▶ _TASK BRIEF_: In the entries below, every line that contains "stream" must be located and copied.

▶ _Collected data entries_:
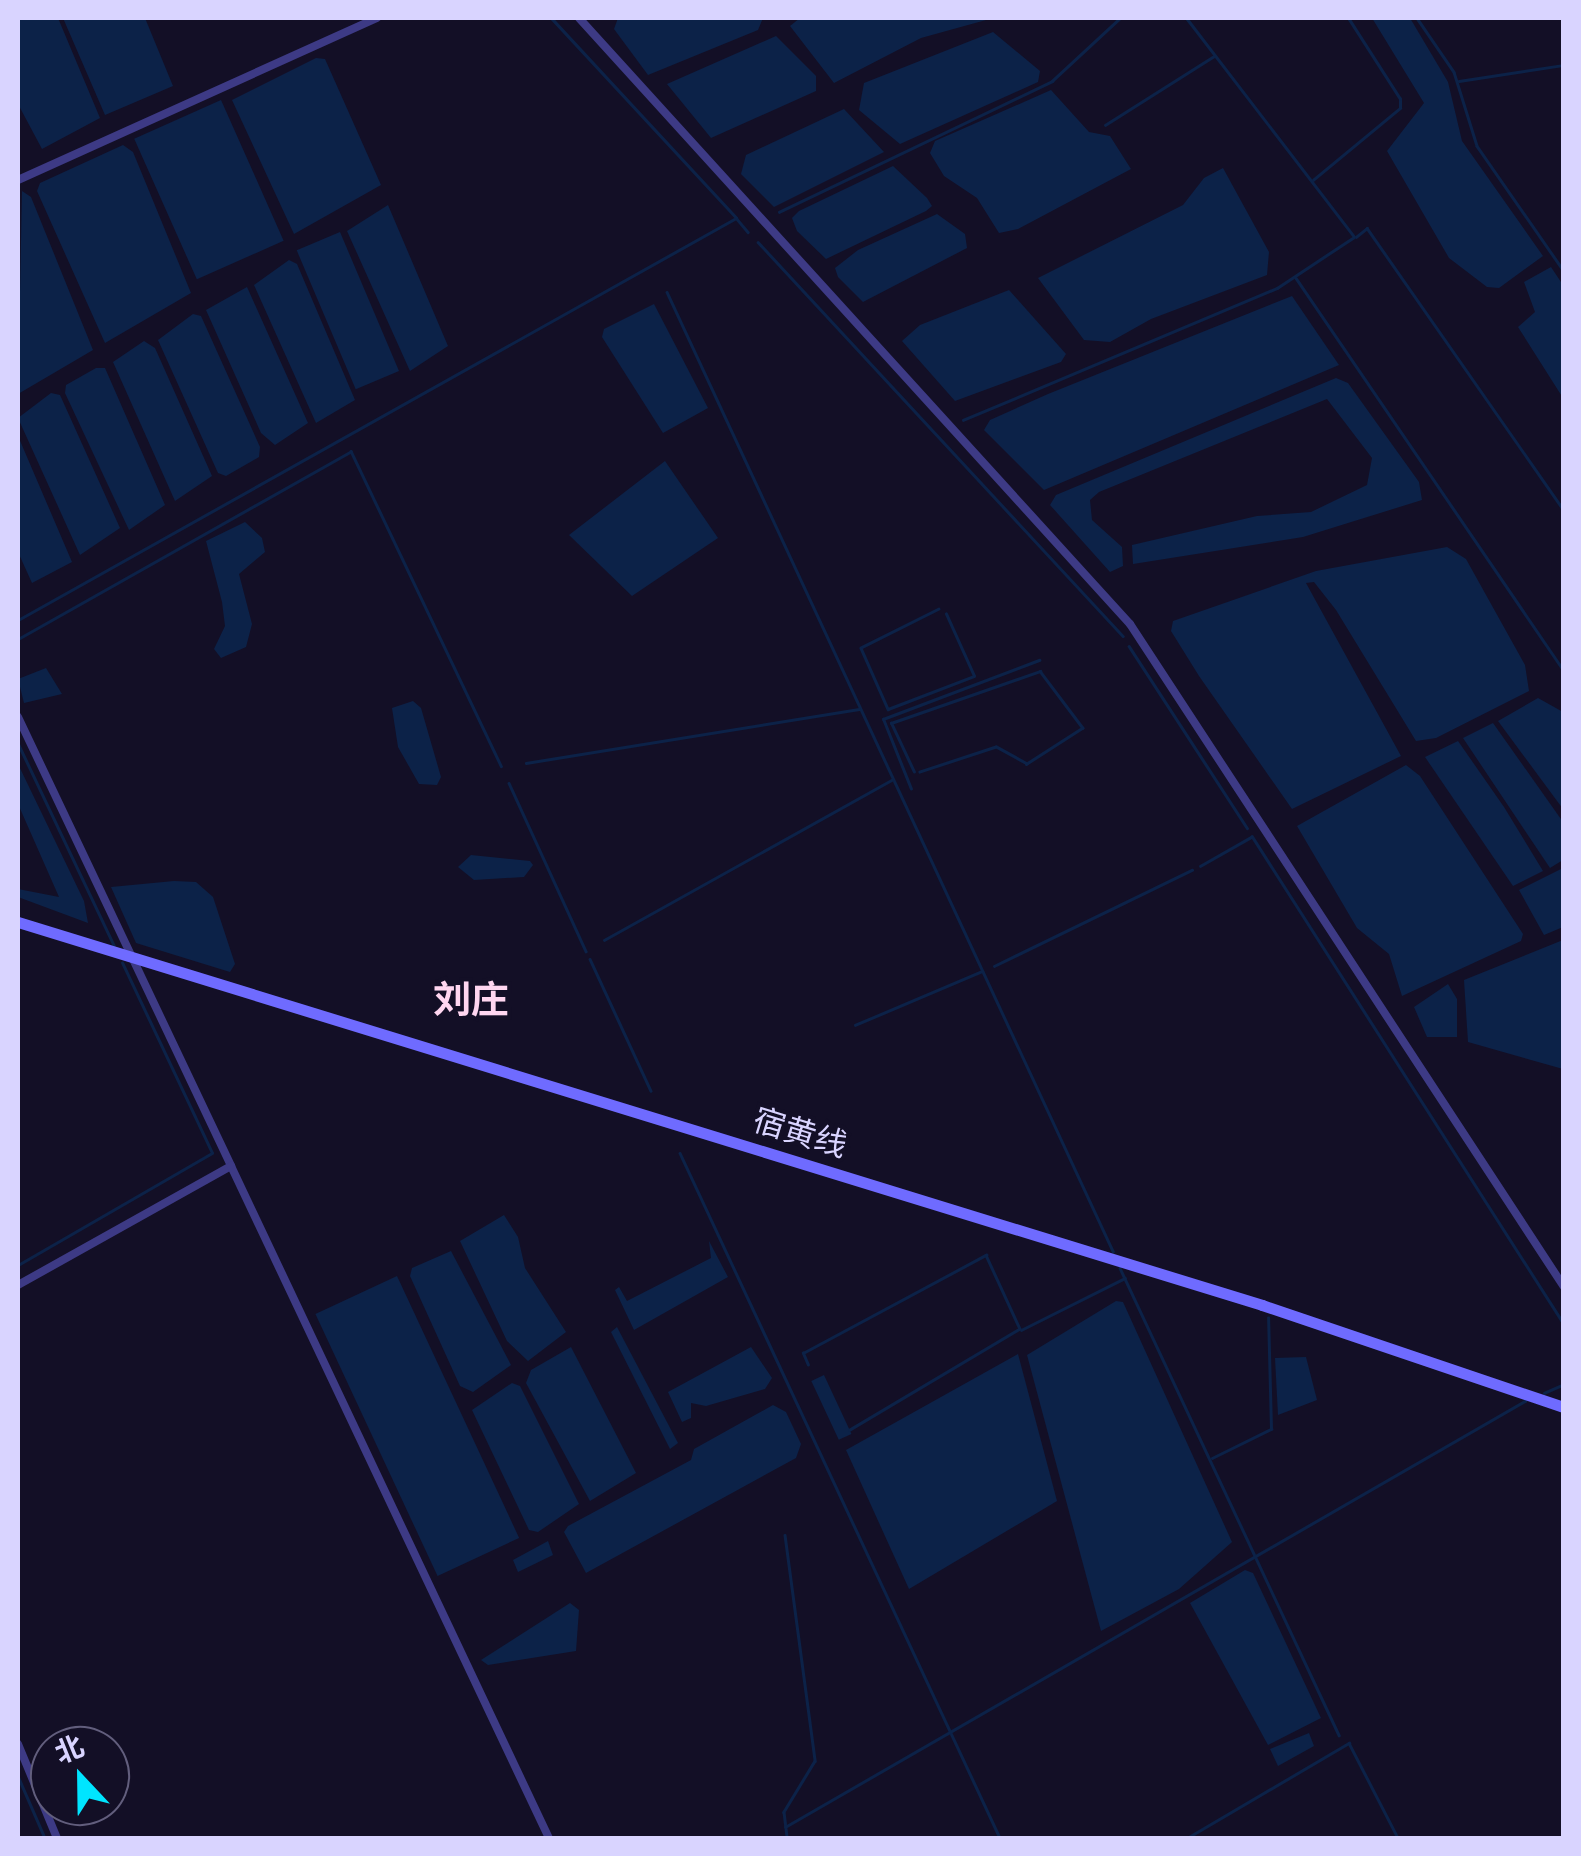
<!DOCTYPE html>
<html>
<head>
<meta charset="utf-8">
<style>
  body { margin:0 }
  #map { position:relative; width:1581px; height:1856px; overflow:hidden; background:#130f26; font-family:"Roboto Condensed","Noto Sans SC",sans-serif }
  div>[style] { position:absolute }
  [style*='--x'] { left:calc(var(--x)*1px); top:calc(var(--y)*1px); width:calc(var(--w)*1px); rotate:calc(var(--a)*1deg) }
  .water>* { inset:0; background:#0c2248; transform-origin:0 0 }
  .stream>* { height:2.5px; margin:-1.25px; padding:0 1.25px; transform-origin:1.25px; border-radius:1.25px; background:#0c2248 }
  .street>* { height:8px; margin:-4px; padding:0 4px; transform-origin:4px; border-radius:4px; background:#3d3a85 }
  .secondary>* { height:11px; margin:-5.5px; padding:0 5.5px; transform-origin:5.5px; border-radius:5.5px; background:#6f6bff }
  span { translate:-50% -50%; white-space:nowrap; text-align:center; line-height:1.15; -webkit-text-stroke:8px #130f26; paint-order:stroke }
  .street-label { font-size:32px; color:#d9d4ff }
  .quarter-label { font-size:38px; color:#ffd6f0; font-weight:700 }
  .frame { position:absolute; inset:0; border:20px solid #d9d4ff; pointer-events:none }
  .north { position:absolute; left:30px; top:1726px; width:100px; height:100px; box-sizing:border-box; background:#130f26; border:2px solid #625e7d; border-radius:50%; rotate:338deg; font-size:28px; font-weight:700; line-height:40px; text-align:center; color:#d9d4ff }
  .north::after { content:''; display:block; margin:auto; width:35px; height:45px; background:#00e5ff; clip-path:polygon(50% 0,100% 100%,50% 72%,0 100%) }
</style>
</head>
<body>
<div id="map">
  <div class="water">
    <div style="clip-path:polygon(18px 18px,58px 18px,100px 118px,42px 149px,18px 104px)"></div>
    <div style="clip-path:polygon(63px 18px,145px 18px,173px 86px,105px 115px)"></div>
    <div style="clip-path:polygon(618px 18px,763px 18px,758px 30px,648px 75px,614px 29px)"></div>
    <div style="clip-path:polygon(800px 18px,986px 18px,986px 20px,921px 38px,834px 83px,790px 26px)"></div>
    <div style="clip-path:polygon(1372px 18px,1410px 18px,1448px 82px,1462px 141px,1543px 256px,1499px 288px,1487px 287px,1449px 258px,1387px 151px,1424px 103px)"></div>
    <div style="clip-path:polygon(993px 32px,1040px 71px,1038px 82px,900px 144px,859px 110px,864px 83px)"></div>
    <div style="clip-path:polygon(776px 36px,816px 76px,816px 91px,711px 138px,667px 84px)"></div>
    <div style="clip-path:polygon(316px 58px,325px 59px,381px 185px,294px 234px,232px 100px)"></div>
    <div style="clip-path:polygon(1051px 90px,1089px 132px,1110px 136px,1131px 169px,1018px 229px,999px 233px,977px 198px,944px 176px,930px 153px,935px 141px)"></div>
    <div style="left:221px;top:100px;width:154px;height:95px;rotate:66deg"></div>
    <div style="clip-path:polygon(844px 109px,884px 152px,774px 207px,741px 174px,746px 155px)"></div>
    <div style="clip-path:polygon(123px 145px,133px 152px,191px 293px,105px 343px,37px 191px,40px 183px)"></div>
    <div style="clip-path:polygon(893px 166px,927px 198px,932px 206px,926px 211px,826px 259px,797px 231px,792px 218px,799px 211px)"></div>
    <div style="clip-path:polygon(1223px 168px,1269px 252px,1267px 275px,1151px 319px,1110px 342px,1084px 340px,1038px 278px,1183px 205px,1204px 178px)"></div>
    <div style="clip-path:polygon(22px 191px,31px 197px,93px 350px,18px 394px)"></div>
    <div style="clip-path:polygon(388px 205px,448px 346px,410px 371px,347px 231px)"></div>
    <div style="clip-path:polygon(937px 214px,965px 234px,967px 248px,863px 302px,838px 277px,835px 268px,858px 250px)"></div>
    <div style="left:340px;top:232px;width:151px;height:47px;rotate:67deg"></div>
    <div style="clip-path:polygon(289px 260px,297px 264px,355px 400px,316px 423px,254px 285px)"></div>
    <div style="clip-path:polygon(1551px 267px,1563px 285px,1563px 398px,1518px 327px,1535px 312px,1524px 282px)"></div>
    <div style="clip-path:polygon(247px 287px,308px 423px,275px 445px,261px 433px,206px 310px)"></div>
    <div style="clip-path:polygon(1009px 290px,1066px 354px,1061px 362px,955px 401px,902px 341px,920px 325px)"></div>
    <div style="clip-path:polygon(1292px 296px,1339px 365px,1044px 490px,984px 430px,990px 420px,1048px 394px)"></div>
    <div style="clip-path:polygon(654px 304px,708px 408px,663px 433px,602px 337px,604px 329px)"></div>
    <div style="clip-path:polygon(193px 314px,201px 316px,260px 447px,259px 457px,226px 476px,218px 473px,158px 340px)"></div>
    <div style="clip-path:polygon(144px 341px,155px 348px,212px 476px,175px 501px,113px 362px)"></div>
    <div style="clip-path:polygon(96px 368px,105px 368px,165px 505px,129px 530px,65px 393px,66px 385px)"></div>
    <div style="clip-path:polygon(1336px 378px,1348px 383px,1419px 482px,1422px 500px,1303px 537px,1133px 564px,1132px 545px,1257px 516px,1311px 512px,1367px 485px,1372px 458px,1327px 399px,1099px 492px,1090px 500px,1092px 520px,1122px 547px,1123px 566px,1110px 572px,1050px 505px,1056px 495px)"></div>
    <div style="clip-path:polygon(51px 393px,60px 395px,120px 528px,80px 555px,18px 418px)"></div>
    <div style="clip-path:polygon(18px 436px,72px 562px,32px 583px,18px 552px)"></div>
    <div style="clip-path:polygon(665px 461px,718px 538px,632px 596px,569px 535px)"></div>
    <div style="clip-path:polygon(245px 522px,262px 538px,265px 552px,239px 574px,252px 624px,246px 647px,221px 658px,214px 649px,225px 626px,222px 602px,206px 541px)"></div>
    <div style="clip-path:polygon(1447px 547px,1466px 559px,1525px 665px,1529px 691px,1436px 738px,1416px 741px,1336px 610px,1314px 582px,1306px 583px,1401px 756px,1292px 809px,1199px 676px,1171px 631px,1173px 621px,1316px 571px)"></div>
    <div style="clip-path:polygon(46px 668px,62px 694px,24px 703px,18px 679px)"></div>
    <div style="clip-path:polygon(1538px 698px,1563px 712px,1563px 809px,1498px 721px)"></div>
    <div style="clip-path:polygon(413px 701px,421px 708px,441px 777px,437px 785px,419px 784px,398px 747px,392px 708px)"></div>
    <div style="clip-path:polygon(1493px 723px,1563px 822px,1563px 860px,1550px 868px,1463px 738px)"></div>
    <div style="clip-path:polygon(1458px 741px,1504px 807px,1543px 871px,1513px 886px,1425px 757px)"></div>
    <div style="clip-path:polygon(18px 764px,84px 901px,88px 923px,18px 897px,18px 889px,59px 897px,18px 804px)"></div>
    <div style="clip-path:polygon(1406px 765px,1420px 776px,1523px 934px,1521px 941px,1402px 996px,1389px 954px,1357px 928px,1297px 826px)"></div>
    <div style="clip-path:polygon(471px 855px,530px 861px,533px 865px,524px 877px,474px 880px,458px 867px)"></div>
    <div style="clip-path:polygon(1563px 868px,1563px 927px,1544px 935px,1519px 890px)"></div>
    <div style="clip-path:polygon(174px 881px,196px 882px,213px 897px,235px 964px,230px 972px,136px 943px,111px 887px)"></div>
    <div style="clip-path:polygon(1563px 940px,1563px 1069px,1468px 1042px,1464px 980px)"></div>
    <div style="clip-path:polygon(1448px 984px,1457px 999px,1457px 1037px,1427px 1037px,1414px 1007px)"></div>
    <div style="clip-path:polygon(504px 1215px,518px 1237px,525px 1268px,566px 1332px,528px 1361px,507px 1341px,460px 1241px)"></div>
    <div style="clip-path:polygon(709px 1241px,728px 1277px,634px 1330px,615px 1290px,619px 1287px,627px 1301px,711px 1258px)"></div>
    <div style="clip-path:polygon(451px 1251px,511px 1365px,473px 1392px,460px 1386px,410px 1276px,412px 1268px)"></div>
    <div style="left:397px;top:1276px;width:289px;height:90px;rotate:65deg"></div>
    <div style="clip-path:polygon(1116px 1301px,1123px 1302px,1232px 1542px,1179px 1589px,1101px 1631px,1027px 1355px)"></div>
    <div style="clip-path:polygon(617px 1327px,678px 1443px,670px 1449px,611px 1332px)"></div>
    <div style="clip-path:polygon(571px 1347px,636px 1473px,590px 1501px,526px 1383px,531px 1370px)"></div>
    <div style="clip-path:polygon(751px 1347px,772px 1378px,765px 1389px,706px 1406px,691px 1403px,691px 1418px,682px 1422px,668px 1392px)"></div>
    <div style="clip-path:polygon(1018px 1354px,1057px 1501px,909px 1589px,846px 1450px)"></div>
    <div style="clip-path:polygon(1306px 1357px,1317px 1400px,1278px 1415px,1275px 1358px)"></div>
    <div style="left:824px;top:1375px;width:65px;height:14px;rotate:65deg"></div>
    <div style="clip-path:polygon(512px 1383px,520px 1386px,579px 1504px,538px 1532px,529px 1530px,472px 1410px)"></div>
    <div style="clip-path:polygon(773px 1405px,786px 1412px,801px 1444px,796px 1458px,586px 1573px,564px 1532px,568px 1526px,691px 1460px,694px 1449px)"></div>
    <div style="clip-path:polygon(548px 1541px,553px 1555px,518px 1572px,513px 1560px)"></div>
    <div style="clip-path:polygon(1245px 1570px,1253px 1573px,1321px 1718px,1268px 1745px,1190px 1603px)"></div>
    <div style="clip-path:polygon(570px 1603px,579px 1610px,576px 1651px,488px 1665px,481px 1660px)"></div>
    <div style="clip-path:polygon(1309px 1733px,1314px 1746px,1278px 1766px,1270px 1749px)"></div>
  </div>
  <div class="stream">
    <div style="--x:1417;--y:18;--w:65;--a:55.6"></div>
    <div style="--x:1454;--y:72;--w:77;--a:72.7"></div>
    <div style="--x:1477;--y:146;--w:152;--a:55.2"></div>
    <div style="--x:1459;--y:81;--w:106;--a:-8.7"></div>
    <div style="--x:1105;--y:125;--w:129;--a:-32.3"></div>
    <div style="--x:1313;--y:180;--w:113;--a:-39.6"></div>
    <div style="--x:1400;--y:108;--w:9;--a:-90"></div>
    <div style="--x:1400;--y:99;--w:96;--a:-122.7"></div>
    <div style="--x:779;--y:212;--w:303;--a:-25.6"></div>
    <div style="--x:1052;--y:81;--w:93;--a:-42.8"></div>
    <div style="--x:737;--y:219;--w:17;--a:50"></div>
    <div style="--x:1356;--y:237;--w:14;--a:-39"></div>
    <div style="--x:1367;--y:228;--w:344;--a:55.1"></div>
    <div style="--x:758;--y:242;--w:537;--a:47.19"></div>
    <div style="--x:1296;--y:278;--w:476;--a:55.7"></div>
    <div style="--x:667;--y:292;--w:1058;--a:65.06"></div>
    <div style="--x:963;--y:420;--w:341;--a:-22.8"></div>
    <div style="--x:1277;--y:288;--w:92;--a:-33.5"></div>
    <div style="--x:1354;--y:237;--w:276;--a:-127.5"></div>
    <div style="--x:939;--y:609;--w:87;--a:153.4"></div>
    <div style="--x:861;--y:648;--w:67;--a:66.1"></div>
    <div style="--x:888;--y:709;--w:92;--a:-21"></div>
    <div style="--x:974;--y:676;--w:68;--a:-114.3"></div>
    <div style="--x:18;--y:620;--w:823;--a:-29.24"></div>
    <div style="--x:736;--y:218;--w:272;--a:-132.8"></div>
    <div style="--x:18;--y:639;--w:382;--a:-29.4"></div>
    <div style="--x:351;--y:451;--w:349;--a:64.5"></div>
    <div style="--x:1129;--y:646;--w:217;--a:57"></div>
    <div style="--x:18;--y:743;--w:224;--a:64.6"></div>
    <div style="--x:526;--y:763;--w:337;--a:-9.2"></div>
    <div style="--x:914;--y:772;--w:54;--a:-115.1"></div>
    <div style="--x:891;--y:723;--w:158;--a:-19.2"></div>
    <div style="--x:1040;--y:671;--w:71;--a:53"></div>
    <div style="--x:1083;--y:728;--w:67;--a:147.3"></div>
    <div style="--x:1027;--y:764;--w:35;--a:-151"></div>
    <div style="--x:996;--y:747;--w:80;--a:161.8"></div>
    <div style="--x:509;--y:783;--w:185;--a:65.4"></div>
    <div style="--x:911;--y:789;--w:75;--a:-111.8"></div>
    <div style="--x:883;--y:719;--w:167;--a:-20.7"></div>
    <div style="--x:1252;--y:836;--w:579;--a:57.41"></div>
    <div style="--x:1200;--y:866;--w:59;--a:-29.6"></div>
    <div style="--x:604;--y:940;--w:329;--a:-29.1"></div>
    <div style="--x:590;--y:959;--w:145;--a:65.2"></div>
    <div style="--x:994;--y:966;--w:220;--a:-25.9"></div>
    <div style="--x:855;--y:1025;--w:138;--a:-23"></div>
    <div style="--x:680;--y:1153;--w:756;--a:64.96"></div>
    <div style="--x:18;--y:1265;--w:224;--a:-30"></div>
    <div style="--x:212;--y:1153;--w:210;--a:-115.3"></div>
    <div style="--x:1120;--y:1268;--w:516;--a:64.88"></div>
    <div style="--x:1021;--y:1330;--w:116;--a:-26.6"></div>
    <div style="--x:808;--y:1365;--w:13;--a:-113"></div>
    <div style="--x:803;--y:1353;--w:208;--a:-28.2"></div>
    <div style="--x:986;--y:1255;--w:81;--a:65.3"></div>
    <div style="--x:1020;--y:1329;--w:198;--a:149.3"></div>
    <div style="--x:1544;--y:1393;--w:22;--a:-24"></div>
    <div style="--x:1212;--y:1458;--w:66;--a:-26.2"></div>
    <div style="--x:1271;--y:1429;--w:111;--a:-91.5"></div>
    <div style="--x:785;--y:1535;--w:228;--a:82.4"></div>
    <div style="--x:815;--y:1761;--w:60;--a:121.3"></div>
    <div style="--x:784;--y:1812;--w:26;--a:83"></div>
    <div style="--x:18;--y:1776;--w:68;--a:66.5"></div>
    <div style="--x:785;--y:1827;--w:854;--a:-29.93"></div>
    <div style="--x:1187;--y:1838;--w:188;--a:-30.4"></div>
    <div style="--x:1349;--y:1743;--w:107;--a:62.7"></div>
  </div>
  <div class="street">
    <div style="--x:579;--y:18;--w:819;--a:47.72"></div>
    <div style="--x:1130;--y:624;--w:792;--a:56.79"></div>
    <div style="--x:18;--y:180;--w:394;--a:-24.3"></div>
    <div style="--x:18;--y:717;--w:497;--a:64.6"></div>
    <div style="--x:231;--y:1166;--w:244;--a:150.8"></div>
    <div style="--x:231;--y:1166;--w:743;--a:64.68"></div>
    <div style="--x:18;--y:1744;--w:102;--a:67.5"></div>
  </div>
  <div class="secondary">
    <div style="--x:18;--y:922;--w:1302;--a:17.11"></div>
    <div style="--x:1262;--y:1305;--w:319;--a:18.7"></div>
  </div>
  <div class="street-label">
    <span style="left:800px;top:1133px;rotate:17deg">宿黄线</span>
  </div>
  <div class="quarter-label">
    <span style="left:471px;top:1001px">刘庄</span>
  </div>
  <div class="frame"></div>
  <div class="north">北</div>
</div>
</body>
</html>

▶ _SOLUTION TO THIS TASK_:
  .stream>* { height:2.5px; margin:-1.25px; padding:0 1.25px; transform-origin:1.25px; border-radius:1.25px; background:#0c2248 }
  <div class="stream">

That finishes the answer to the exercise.